The Labor Department released the May jobs report Friday at 8:30 a.m. ET. Here were the main results from the report, compared to Bloomberg consensus data:

  • Change in non-farm payrolls: +2.509 million vs. -7.5 million expected and -20.687 million in April

  • Unemployment rate: 13.3% vs. 19.0% expected and 14.7% in April

  • Average hourly earnings month on month: -1.0% vs. +1.0% expected and +4.7% in April

  • Average hourly earnings year on year: +6.7% vs. +8.5% expected and +8.0% in April

The Labor Department’s surveys captured the period including the 12th of the month, meaning the May report included the very early stages of reopening in some parts of the U.S. amid the coronavirus outbreak. But the rise in non-farm payrolls still exceeded all economist expectations, with no economists included in Bloomberg’s survey having predicted a rise in jobs during the month of May. Stocks rallied strongly following the report.

The May jobs report showed an unexpected rise in non-farm payrolls (David Foster/Yahoo Finance)
The May jobs report showed an unexpected rise in non-farm payrolls (David Foster/Yahoo Finance)

“Total nonfarm payroll employment increased by 2.5 million in May, reflecting a limited resumption of economic activity that had been curtailed due to the coronavirus pandemic and efforts to contain it,” the BLS said in its statement Friday.

The private services sector recovered 2.425 million payrolls in May after shedding 17.351 million in April. Leisure and hospitality – far and away the hardest-hit industry group in April, with more than 7.5 million jobs lost – saw the largest rebound, with 1.24 million positions added in May.

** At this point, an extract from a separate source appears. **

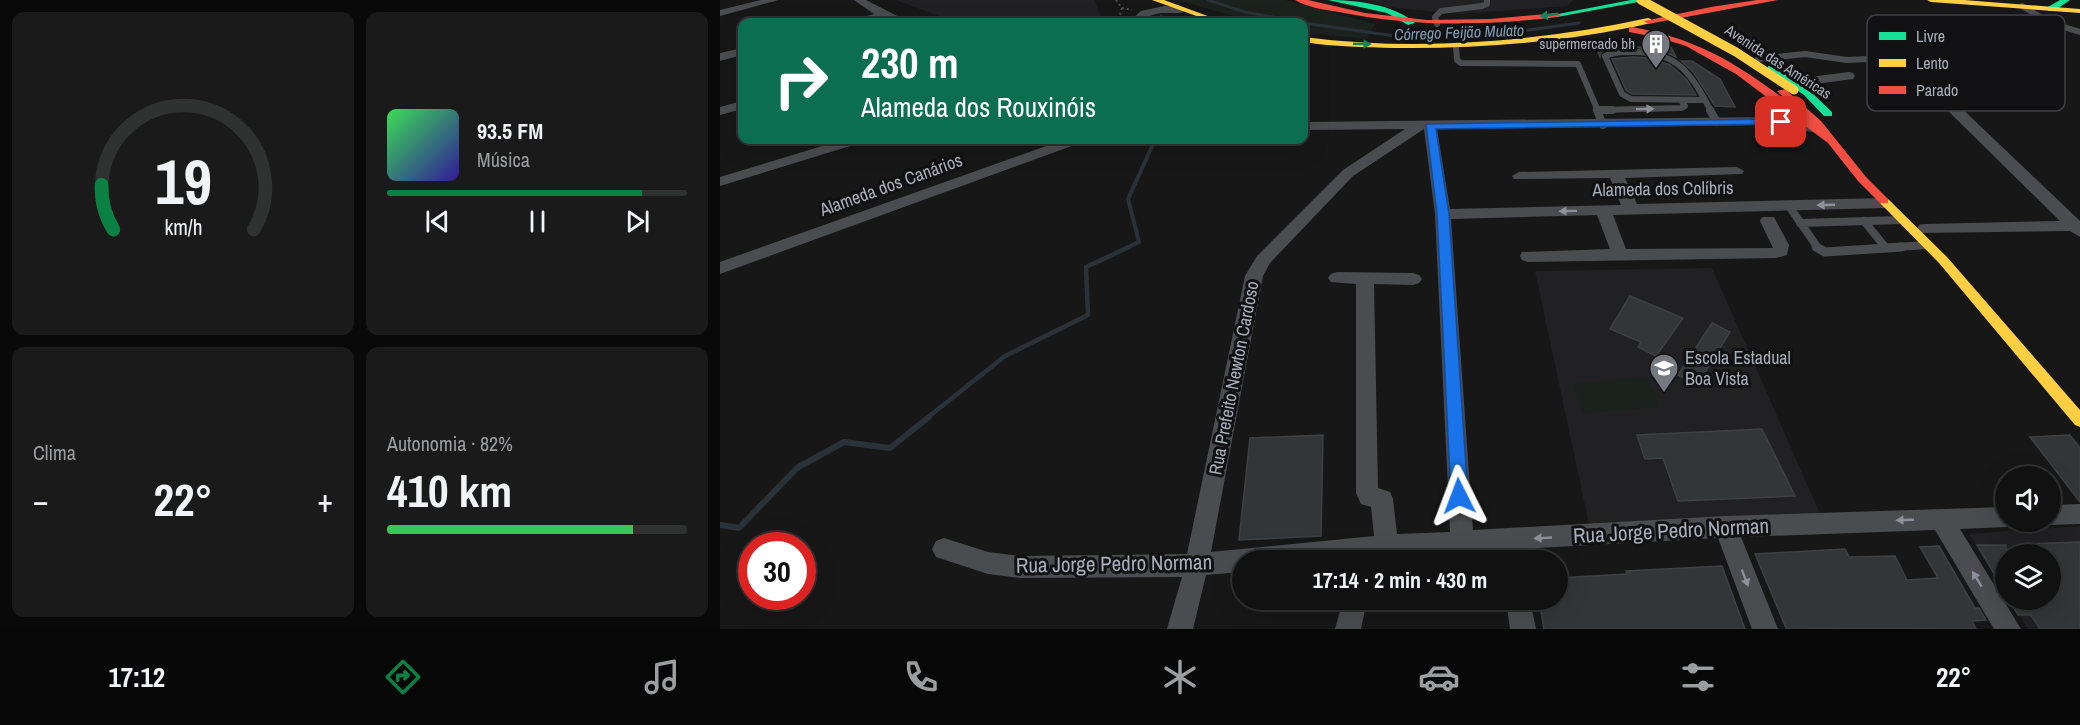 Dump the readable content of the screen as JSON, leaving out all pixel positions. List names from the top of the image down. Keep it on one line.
{"streets":{"main road":["Avenida das Américas"],"street":["Alameda dos Canários","Alameda dos Colíbris","Rua Prefeito Newton Cardoso","Rua Jorge Pedro Norman"]},"crossings":[["Avenida das Américas","Alameda dos Colíbris"],["Rua Prefeito Newton Cardoso","Rua Jorge Pedro Norman"]],"one_way":["Rua Jorge Pedro Norman"],"water":["Córrego Feijão Mulato"],"places":{"building":["supermercado bh"],"school or university":["Escola Estadual Boa Vista"]},"legend":["Livre","Lento","Parado"],"page":{"turn":["230 m","Alameda dos Rouxinóis"],"song":["93.5 FM","Música"],"tile":["Clima",["Autonomia · 82%","410 km"]],"heat":["−","22°","+"],"limit":"30","trip":"17:14 · 2 min · 430 m","tabs":["17:12","22°"],"gauge":["19","km/h"]}}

Education and health services industries added 424,000 payrolls in May after shedding 2.59 million in April. Retail trade, wholesale trade, financial activities, and professional and business services also added jobs for the month.

Within the services sector, only the transportation and warehousing, utilities, and information industries extended job losses from April.

The goods-producing sector also added jobs, with these rising 669,000 after declining by 2.373 million in April. Manufacturing payrolls rose by 225,000, recovering some of the 1.324 million payrolls lost during the prior month.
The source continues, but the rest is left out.